Nafs yang tersadarkan bahwa dorongan hawa yang membabi buta berbuah dosa yang tercela. namun masih belum mampu keluar dari lumpur dosa itu. Allah katakan sebagai nafs lawwamah (nafsu yang mencela).
Munculnya nafs lawwamah harus dipahami sebagai sebuah proses dinamik dari nafs ammarah. Nafs lawwamah adalah wujud proses penyadaran diri manusia akan keberadaannya setelah dia terlena dengan buaian muslihat hawa dan syahwat yang memang mengasyikkan. Tentu saja perubahan itu tidak terjadi dengan sendirinya. Ia muncul dari usaha manusia yang ingin membebaskan diri dari penjajahan hawa dan syahwatnya sendiri. Internalisasi nilai-nilai terutama nilai-nilai ketuhanan. baik yang diperoleh melalui proses verbal ataupun proses sosialisasi lingkungan, menjadi salah satu insrtumen penting dalam usaha itu.
Dengan perjuangan berkelanjutan, sabar, konsisten. Dan tahan godaan, nafs manusia sangat mungkin mencapai derajat muthma’innah (yang tentram). Nafs muthmainnah telah berhasil mencegah pengaruh hawa dalam dirinya (79:39). Tentu saja, mencegah pengaruh bukan berarti membunuh. Hawa hanya dijinakkan sehingga hanya dapat menempati porsinya Sebagai daya biologis semata.

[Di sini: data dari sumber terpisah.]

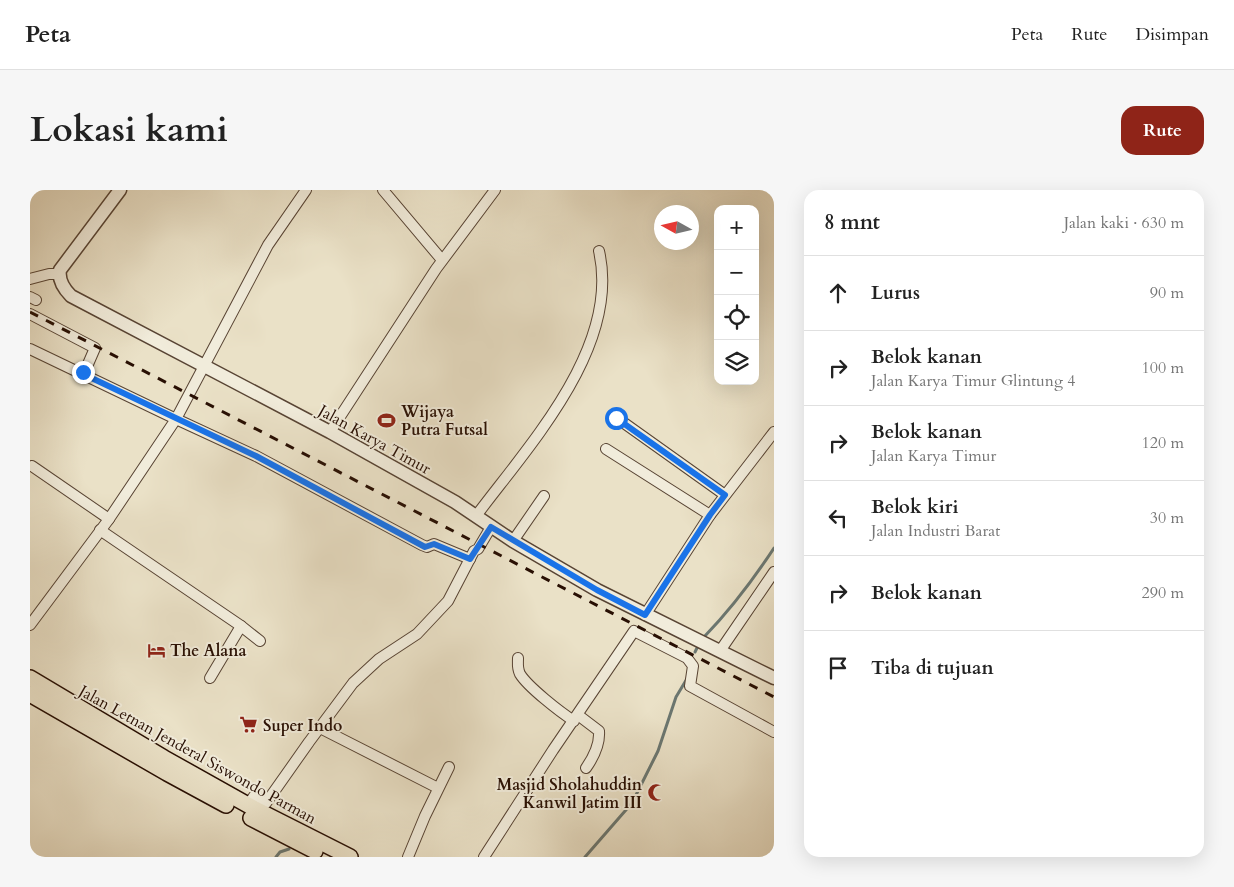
<!DOCTYPE html>
<html lang="id">
<head>
<meta charset="utf-8">
<style>
  :root { --surface:#fff; --page:#f6f6f6; --text:#222; --muted:#767676; --line:#e0e0e0; --accent:#8f2418 }
  body { margin:0; font-family:Cardo,serif; background:var(--page); color:var(--text) }
  .controls { position:absolute; right:15px; top:15px; display:grid; overflow:hidden; border-radius:10px; box-shadow:0 5px 20px #0002 }
  .controls button { width:45px; height:45px; display:grid; place-items:center; padding:0; border:0; border-bottom:1px solid var(--line); background:var(--surface); color:var(--text); font:25px sans-serif }
  .compass { position:absolute; left:624px; top:15px; width:45px; height:45px; border-radius:50%; background:var(--surface); box-shadow:0 5px 20px #0002; rotate:278deg }
  .stop { position:absolute; width:15px; height:15px; margin:-11px; border:4px solid #1a73e8; border-radius:50%; background:#fff }
  .stop.end { background:#1a73e8; border-color:#fff; box-shadow:0 1px 5px #0008 }
  .list { margin:0; padding:0; list-style:none }
  h2 { display:flex; justify-content:space-between; align-items:center; height:65px; margin:0; padding:0 20px; font-size:21px }
  h2 small { font-size:16px; font-weight:400; color:var(--muted) }
  .list li { display:grid; grid-template-columns:32px 1fr auto; gap:15px; align-items:center; box-sizing:border-box; height:75px; padding:0 20px; border-top:1px solid var(--line) }
  .list b { display:block; font-size:19px; white-space:nowrap }
  .list p { margin:0; font-size:16px; white-space:nowrap; color:var(--muted) }
  .list em { font-size:16px; font-style:normal; color:var(--muted) }
  .icon { flex:none; width:28px; height:28px; fill:none; stroke:currentColor; stroke-width:2; stroke-linecap:round; stroke-linejoin:round }
  .map { position:relative; flex:none; width:744px; height:667px; overflow:hidden; border-radius:15px }
  header { display:flex; align-items:center; gap:30px; box-sizing:border-box; height:70px; padding:0 25px; background:var(--surface); border-bottom:1px solid var(--line) }
  header strong { font-size:24px }
  nav { display:flex; gap:28px; margin-inline-start:auto; font-size:18px }
  .intro { display:flex; align-items:center; justify-content:space-between; box-sizing:border-box; height:120px; padding:0 30px }
  h1 { margin:0; font-size:35px }
  .button { padding:12px 22px; border-radius:15px; background:var(--accent); color:#fff; font-size:18px; font-weight:700 }
  main { display:flex; gap:30px; padding:0 30px }
  aside { flex:1; background:var(--surface); border-radius:15px; box-shadow:0 5px 20px #0002 }
  .map>svg:first-child { display:block }
  .lines { fill:none; stroke-linecap:round; stroke-linejoin:round }
  .stream { stroke:#6b7771; stroke-width:3 }
  .minor-casing { stroke:#584434; stroke-width:12 }
  .tertiary-casing { stroke:#584434; stroke-width:15 }
  .primary-casing { stroke:#280f03; stroke-width:18 }
  .minor { stroke:#f1ecdb; stroke-width:10 }
  .tertiary { stroke:#f1ecdb; stroke-width:12 }
  .primary { stroke:#eae1c7; stroke-width:15 }
  .rail { stroke:#280f03; stroke-width:3; stroke-dasharray:9 9; stroke-linecap:butt }
  .route { stroke:#1a73e8; stroke-width:6 }
  .labels { text-anchor:middle; stroke-width:4; stroke-linejoin:round; paint-order:stroke }
  .poi-label { font-size:16px; font-weight:bold; fill:#280f03; stroke:#f1ecdb; text-anchor:start }
  .street-label { font-size:16px; fill:#280f03; stroke:#f1ecdb }
</style>
</head>
<body>
<header>
<strong>Peta</strong>
<nav><a>Peta</a><a>Rute</a><a>Disimpan</a></nav>
</header>
<div class="intro"><h1>Lokasi kami</h1><a class="button">Rute</a></div>
<main>
<div class="map">
<svg width="744" height="667" viewBox="0 0 744 667">
  <rect width="100%" height="100%" fill="#eae1c7"/>
  <filter id="stains"><feTurbulence type="fractalNoise" baseFrequency=".004" numOctaves="4"/><feColorMatrix values="0 0 0 0 .2 0 0 0 0 .09 0 0 0 0 .02 0 0 0 .5 -.17"/></filter>
  <radialGradient id="worn" r=".72"><stop offset=".6" stop-color="#630" stop-opacity="0"/><stop offset="1" stop-color="#630" stop-opacity=".3"/></radialGradient>
  <g class="lines">
    <g class="stream">
      <path d="M674 447C701 419 723 390 744 358"/>
      <polyline points="665,462 667,458"/>
      <polyline points="246,667 250,662 259,659"/>
      <polyline points="555,667 602,613 628,561 646,507 658,487"/>
    </g>
    <defs>
      <g id="minor">
        <polyline points="353,0 412,70"/>
        <polyline points="0,89 19,84 29,84"/>
        <polyline points="0,107 6,110"/>
        <polyline points="0,124 65,158 55,181 51,183"/>
        <polyline points="0,159 146,229 226,266 392,355 397,357 404,354 440,369"/>
        <polyline points="587,228 695,305"/>
        <polyline points="300,242 406,79 465,0"/>
        <polyline points="576,259 680,325"/>
        <polyline points="2,276 79,329"/>
        <path d="M446 326C499 255 591 157 569 61"/>
        <polyline points="70,340 211,436 230,451"/>
        <polyline points="483,351 514,306"/>
        <polyline points="615,425 680,325 744,242"/>
        <polyline points="0,435 79,329 146,229 238,55 276,0"/>
        <polyline points="690,461 744,382"/>
        <path d="M488 468C488 474 487 478 490 484 498 497 530 522 544 531"/>
        <polyline points="180,488 211,436"/>
        <path d="M548 525 569 541C570 554 563 568 556 578"/>
        <polyline points="292,539 408,598"/>
        <polyline points="218,615 224,606 236,613 279,552 323,493 349,469 387,444 418,411 444,361 448,359 461,337"/>
        <polyline points="378,667 395,626 419,577"/>
        <polyline points="454,667 523,560 604,441 657,468 663,476 660,496 744,542"/>
      </g>
      <path id="tertiary" d="M90 0 30 80C28 91 34 99 41 106L300 242 425 312 483 351 567 400 744 488"/>
      <g id="primary">
        <polyline points="0,488 134,568 225,619 320,667"/>
        <polyline points="0,504 137,583 196,615"/>
        <polyline points="221,628 285,661"/>
      </g>
    </defs>
    <use href="#minor" class="minor-casing"/>
    <use href="#tertiary" class="tertiary-casing"/>
    <use href="#primary" class="primary-casing"/>
    <use href="#minor" class="minor"/>
    <use href="#tertiary" class="tertiary"/>
    <use href="#primary" class="primary"/>
    <polyline class="rail" points="0,122 744,507"/>
  </g>
  <g class="lines">
    <polyline class="route" points="53,182 51,183 226,266 395,357 404,354 440,369 461,337 567,400 615,425 680,325 695,305 586,228"/>
  </g>
  <defs>
    <symbol id="stadium-bare" viewBox="-9 -9 18 18"><path d="M0-5a6.5 5 0 1 0 0 10a6.5 5 0 1 0 0-10ZM-3.5-1.8h7v3.6h-7Z" fill="#8f2418" stroke="#f1ecdb" stroke-width="2.5" paint-order="stroke"/></symbol>
    <symbol id="hotel-bare" viewBox="-9 -9 18 18"><path d="M-6-4.5h1.5V1H6V5H4.5V3h-9V5H-6ZM-4 0a1.8 1.8 0 1 1 3.6 0ZM.5 0V-2.5h3Q6-2.5 6 0Z" fill="#8f2418" stroke="#f1ecdb" stroke-width="2.5" paint-order="stroke"/></symbol>
    <symbol id="supermarket-bare" viewBox="-9 -9 18 18"><path d="M-6-5.5h2.5l.6 2H6L4.5 2H-2.5L-4.4-4H-6ZM-1.5 3.2a1.3 1.3 0 1 0 .1 0ZM3 3.2a1.3 1.3 0 1 0 .1 0Z" fill="#8f2418" stroke="#f1ecdb" stroke-width="2.5" paint-order="stroke"/></symbol>
    <symbol id="mosque-bare" viewBox="-9 -9 18 18"><path d="M3.5-4.9A6 6 0 1 0 3.5 4.9A5 5 0 1 1 3.5-4.9Z" fill="#8f2418" stroke="#f1ecdb" stroke-width="2.5" paint-order="stroke"/></symbol>
  </defs>
  <g fill-rule="evenodd">
    <use href="#stadium-bare" x="344" y="218" width="25" height="25"/>
    <use href="#hotel-bare" x="114" y="448" width="25" height="25"/>
    <use href="#supermarket-bare" x="206" y="522" width="25" height="25"/>
    <use href="#mosque-bare" x="614" y="590" width="25" height="25"/>
  </g>
  <g class="labels">
    <g class="poi-label">
      <text x="371" y="227">Wijaya<tspan x="371" dy="18">Putra Futsal</tspan></text>
      <text x="140" y="466">The Alana</text>
      <text x="233" y="541">Super Indo</text>
      <text x="612" y="600" text-anchor="end">Masjid Sholahuddin<tspan x="612" dy="18">Kanwil Jatim III</tspan></text>
    </g>
    <g class="street-label">
      <text transform="translate(345 249) rotate(29)" y="6">Jalan Karya Timur</text>
      <text transform="translate(168 564) rotate(29)" y="6">Jalan Letnan Jenderal Siswondo Parman</text>
    </g>
  </g>
  <rect width="100%" height="100%" filter="url(#stains)"/>
  <rect width="100%" height="100%" fill="url(#worn)"/>
</svg>
<div class="controls">
<button>+</button>
<button>−</button>
<button><svg class="icon" aria-label="locate" viewBox="0 0 24 24"><circle cx="12" cy="12" r="6"/><path d="M12 2v4M12 18v4M2 12h4M18 12h4"/></svg></button>
<button><svg class="icon" aria-label="layers" viewBox="0 0 24 24"><path d="M12 4l9 5-9 5-9-5zM3 14l9 5 9-5"/></svg></button>
</div>
<svg class="compass" viewBox="-18 -18 36 36"><path d="M0-13l5 13h-10z" fill="#e53935"/><path d="M0 13l5-13h-10z" fill="#767676"/></svg>
<div class="stop" style="left:586px;top:228px"></div>
<div class="stop end" style="left:53px;top:182px"></div>
</div>
<aside>
<h2>8 mnt<small>Jalan kaki · 630 m</small></h2>
<ul class="list">
<li><svg class="icon" aria-label="ahead" viewBox="0 0 24 24"><path d="M12 20V5M6 11l6-6 6 6"/></svg><div><b>Lurus</b></div><em>90 m</em></li>
<li><svg class="icon" aria-label="right" viewBox="0 0 24 24"><path d="M7 20v-9h11M14 6l5 5-5 5"/></svg><div><b>Belok kanan</b><p>Jalan Karya Timur Glintung 4</p></div><em>100 m</em></li>
<li><svg class="icon" aria-label="right" viewBox="0 0 24 24"><path d="M7 20v-9h11M14 6l5 5-5 5"/></svg><div><b>Belok kanan</b><p>Jalan Karya Timur</p></div><em>120 m</em></li>
<li><svg class="icon" aria-label="left" viewBox="0 0 24 24"><path d="M17 20v-9H6M10 6l-5 5 5 5"/></svg><div><b>Belok kiri</b><p>Jalan Industri Barat</p></div><em>30 m</em></li>
<li><svg class="icon" aria-label="right" viewBox="0 0 24 24"><path d="M7 20v-9h11M14 6l5 5-5 5"/></svg><div><b>Belok kanan</b></div><em>290 m</em></li>
<li><svg class="icon" aria-label="arrive" viewBox="0 0 24 24"><path d="M6 21V4h12l-3 4 3 4H6"/></svg><div><b>Tiba di tujuan</b></div></li>
</ul>
</aside>
</main>
</body>
</html>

Pada saat hawa berhasil dijinakkan, kesucian ruh yang bersemayam dalam nafs tidak terkontaminasi. Hubungan primordial dengan dzat asalnya, Allah Swt. tidak terganggu Kesuciannya kembali seperti saat semula diciptakan. Maka dari itu, sudah sewajarnya nafs yang ruhnya terpelihara dipanggil pulang oleh Sang Pemilik dengan mesra. Wahai nafs-nafs yang tenang (muthmainnah), kembalilah ke pangkuan Tuhanmu dalam keadaan ridha dan diridhai. Masuklah ke dalam golongan budak-budak-Ku dan ,masuklah ke dalam surga-Ku”. (Q.S. 89:28-30). Mudah-mudahan perjuangan kita di dunia melawan hawa dalam diri kita sendiri yang kata Rasul jihad terbesar dan terberat dapat mengantarkan nafs kita menjadi nafs kekasih Allah; nafs muthmainnah, Wallahu A’lam.